Monday Morning Scoop - STOREFRONT SHAKEUP

STOREFRONT SHAKEUP – Retailers across the country are turning to trendy urban neighborhoods and suburban lifestyle centers for their storefronts. Where does that leave downtown retail districts?

The challenges facing America’s downtowns are frequently linked to the staggering amount of empty office space sitting in towers. But another important segment of the downtown revitalization conversation is how to fill a growing amount of vacant retail space in cities across the country.

Once the core shopping hubs of cities and metro areas, downtowns for many retailers have lost favor to more suburban locations, even predating the Covid-19 pandemic, thanks to population and demographic patterns. Even the suburban retail story has faced challenges, though, with U.S. malls posting an average vacancy rate of 8.7% in 2023 — the highest of any retail property type tracked by Jones Lang LaSalle Inc.

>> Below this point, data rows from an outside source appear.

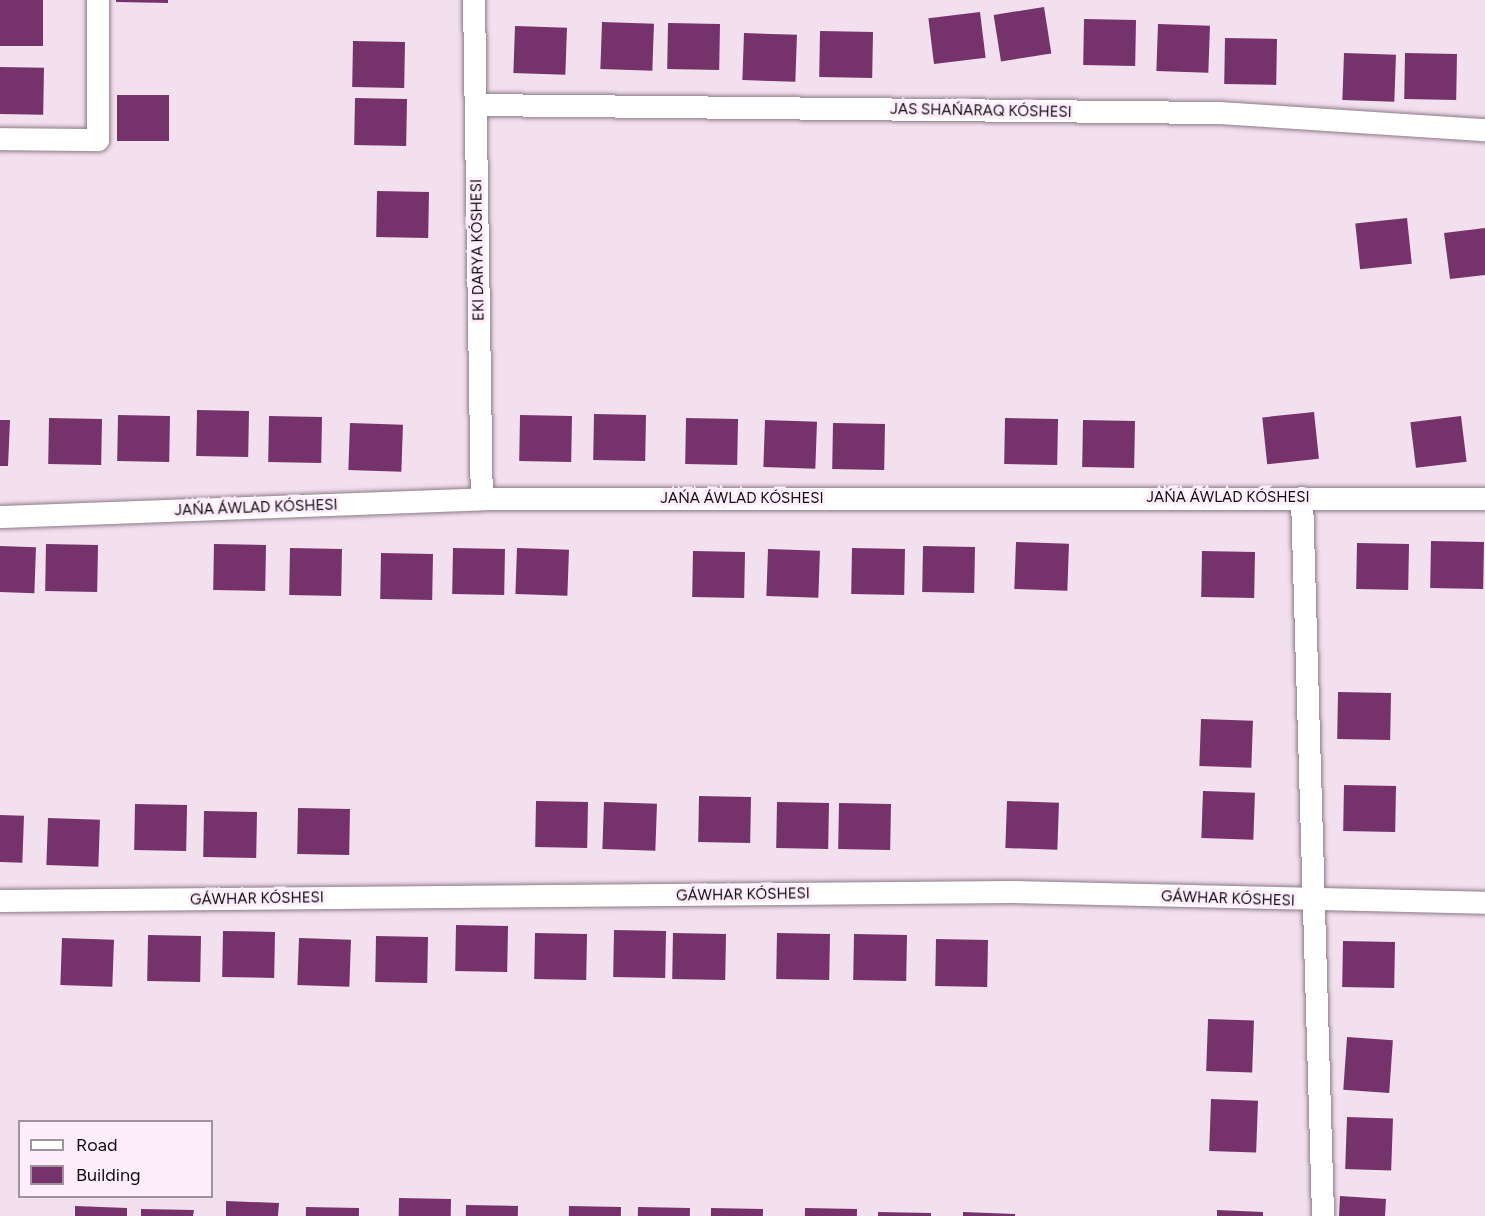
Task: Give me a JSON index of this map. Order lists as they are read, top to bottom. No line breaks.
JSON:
{"streets":{"street":["JAS SHAŃARAQ KÓSHESI","EKI DARYA KÓSHESI","JAŃA ÁWLAD KÓSHESI","GÁWHAR KÓSHESI"]},"crossings":[["JAS SHAŃARAQ KÓSHESI","EKI DARYA KÓSHESI"],["EKI DARYA KÓSHESI","JAŃA ÁWLAD KÓSHESI"]],"legend":["Road","Building"]}
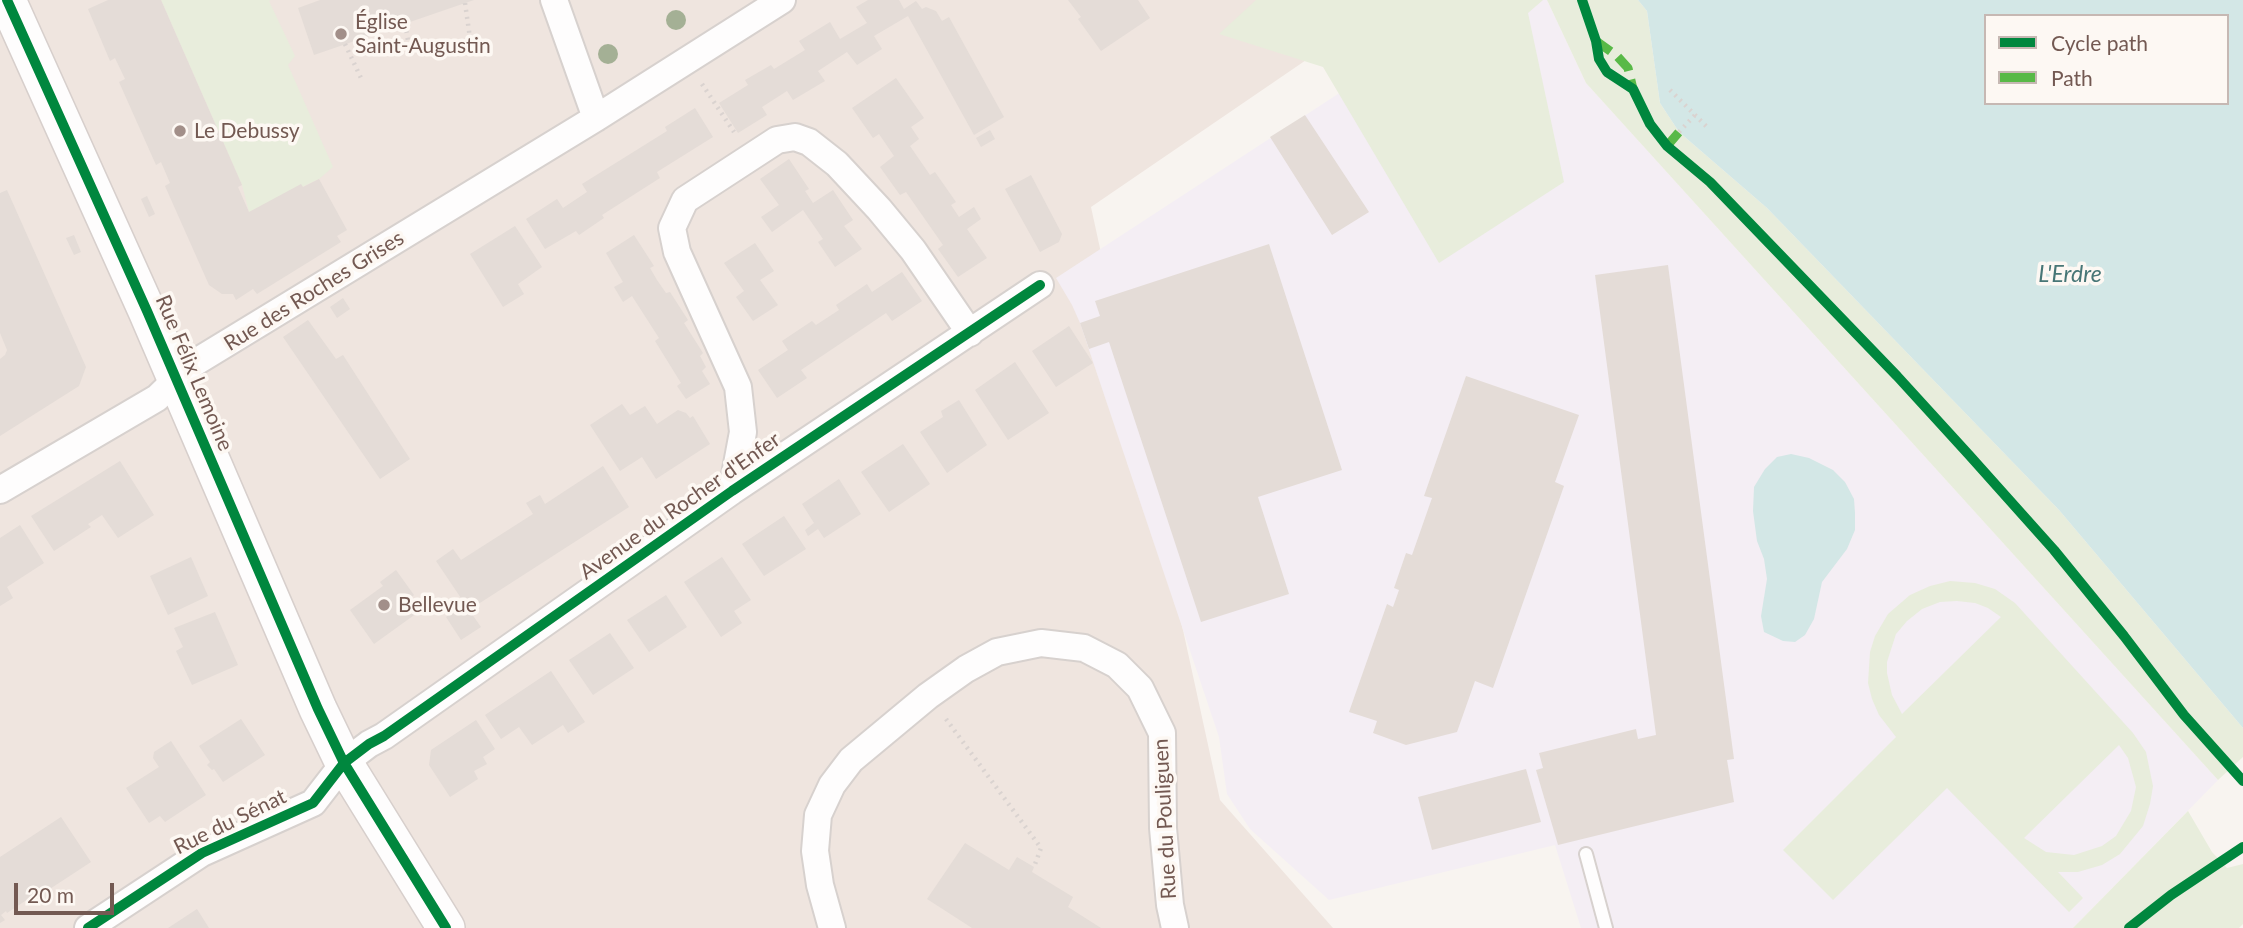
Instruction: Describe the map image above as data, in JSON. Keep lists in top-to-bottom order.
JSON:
{
  "streets": {
    "street": [
      "Rue des Roches Grises",
      "Rue Félix Lemoine",
      "Avenue du Rocher d'Enfer",
      "Rue du Pouliguen",
      "Rue du Sénat"
    ]
  },
  "crossings": [
    ["Rue des Roches Grises", "Rue Félix Lemoine"],
    ["Rue Félix Lemoine", "Avenue du Rocher d'Enfer"],
    ["Rue Félix Lemoine", "Rue du Sénat"],
    ["Avenue du Rocher d'Enfer", "Rue du Sénat"]
  ],
  "water": ["L'Erdre"],
  "places": ["Église Saint-Augustin", "Le Debussy", "Bellevue"],
  "legend": ["Cycle path", "Path"],
  "scale_bar": "20 m"
}
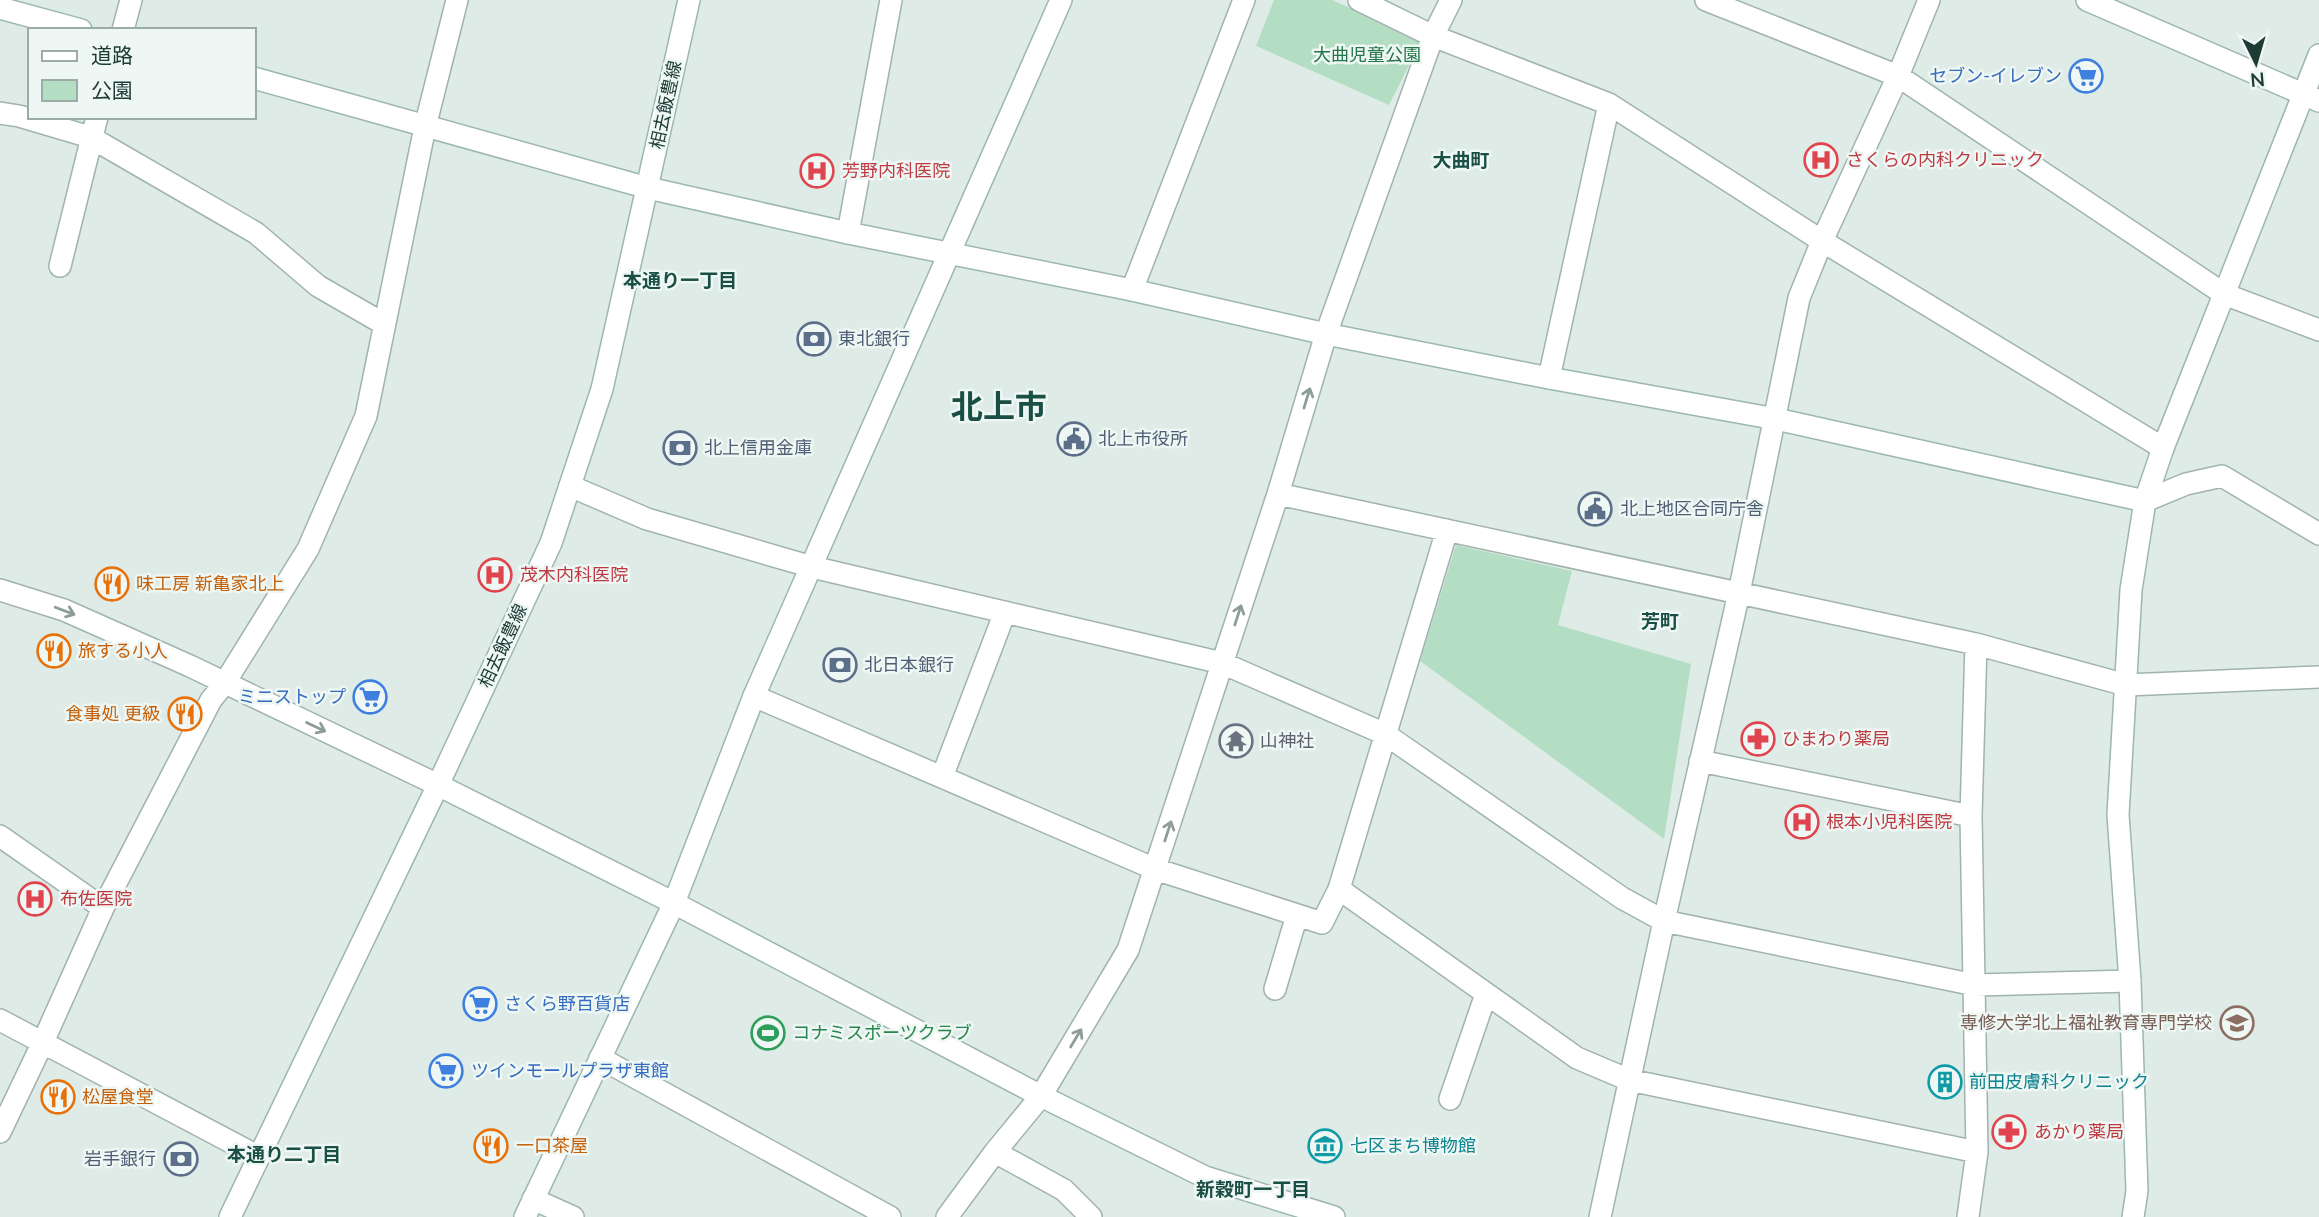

The post-pandemic landscape for retail real estate is still evolving. But retailers and restaurateurs increasingly are choosing to be in high-end, open-air lifestyle centers in the suburbs or in trendy urban neighborhoods that are near to, but not necessarily in, central business districts.

“Suburban markets are definitely having a moment,” said Mark Masinter, vice chairman of retail at Newmark Group Inc. (Nasdaq: NMRK). “And I don’t think it’s a moment that’s going away.”

Atlanta’s prime retail district has historically been Buckhead, a tony suburb about six miles from downtown. While major shopping centers like Lenox Square and Phipps Plaza still exist in Buckhead today, some of the retail energy previously felt in the district has moved farther out in the Atlanta metro — to Alpharetta, for example, Masinter said.

The same trend is happening in other hot Sun Belt cities like Dallas, where retailers have flocked to centers in nearby Plano, buoyed by new development and proximity to housing and office buildings. In Nashville, Tennessee, suburban Franklin — long an upscale shopping-and-dining district — continues to draw new development and businesses.

Areas immediately adjacent to CBDs in many cities also are succeeding. Charlotte, North Carolina, has South End, a once-industrial neighborhood immediately south of that city’s CBD that now has high-rise office towers, more than 3,500 apartments under construction and household retail names. Dallas’ Uptown and Nashville’s The Gulch are other examples of hot retail neighborhoods that are distinct from, albeit close to, those cities’ technical downtowns.

These places have emerged as the sub-urban retail districts in their respective metro areas, encompassing trendy neighborhoods adjacent to a city’s CBD as well as town village-style, open-air shopping centers in the suburbs.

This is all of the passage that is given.